START Source data

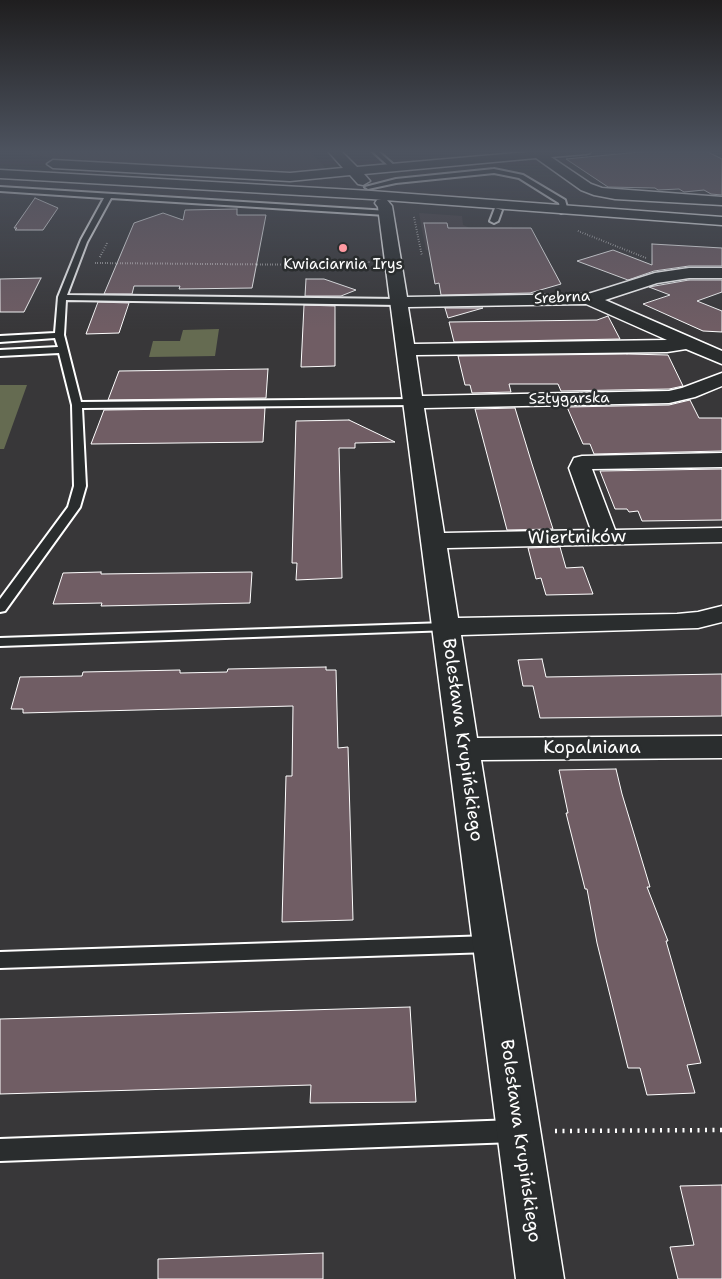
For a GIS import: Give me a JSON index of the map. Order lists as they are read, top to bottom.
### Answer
{
  "streets": {
    "street": [
      "Srebrna",
      "Sztygarska",
      "Wiertników",
      "Bolesława Krupińskiego",
      "Kopalniana"
    ]
  },
  "crossings": [
    ["Srebrna", "Bolesława Krupińskiego"],
    ["Sztygarska", "Bolesława Krupińskiego"],
    ["Wiertników", "Bolesława Krupińskiego"],
    ["Bolesława Krupińskiego", "Kopalniana"]
  ],
  "places": ["Kwiaciarnia Irys"]
}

END Source data

◆ **Task to carry out**: Repeat the records exactly, without the pictures.

◆ **Answer box**:
For a GIS import: Give me a JSON index of the map. Order lists as they are read, top to bottom.
### Answer
{
  "streets": {
    "street": [
      "Srebrna",
      "Sztygarska",
      "Wiertników",
      "Bolesława Krupińskiego",
      "Kopalniana"
    ]
  },
  "crossings": [
    ["Srebrna", "Bolesława Krupińskiego"],
    ["Sztygarska", "Bolesława Krupińskiego"],
    ["Wiertników", "Bolesława Krupińskiego"],
    ["Bolesława Krupińskiego", "Kopalniana"]
  ],
  "places": ["Kwiaciarnia Irys"]
}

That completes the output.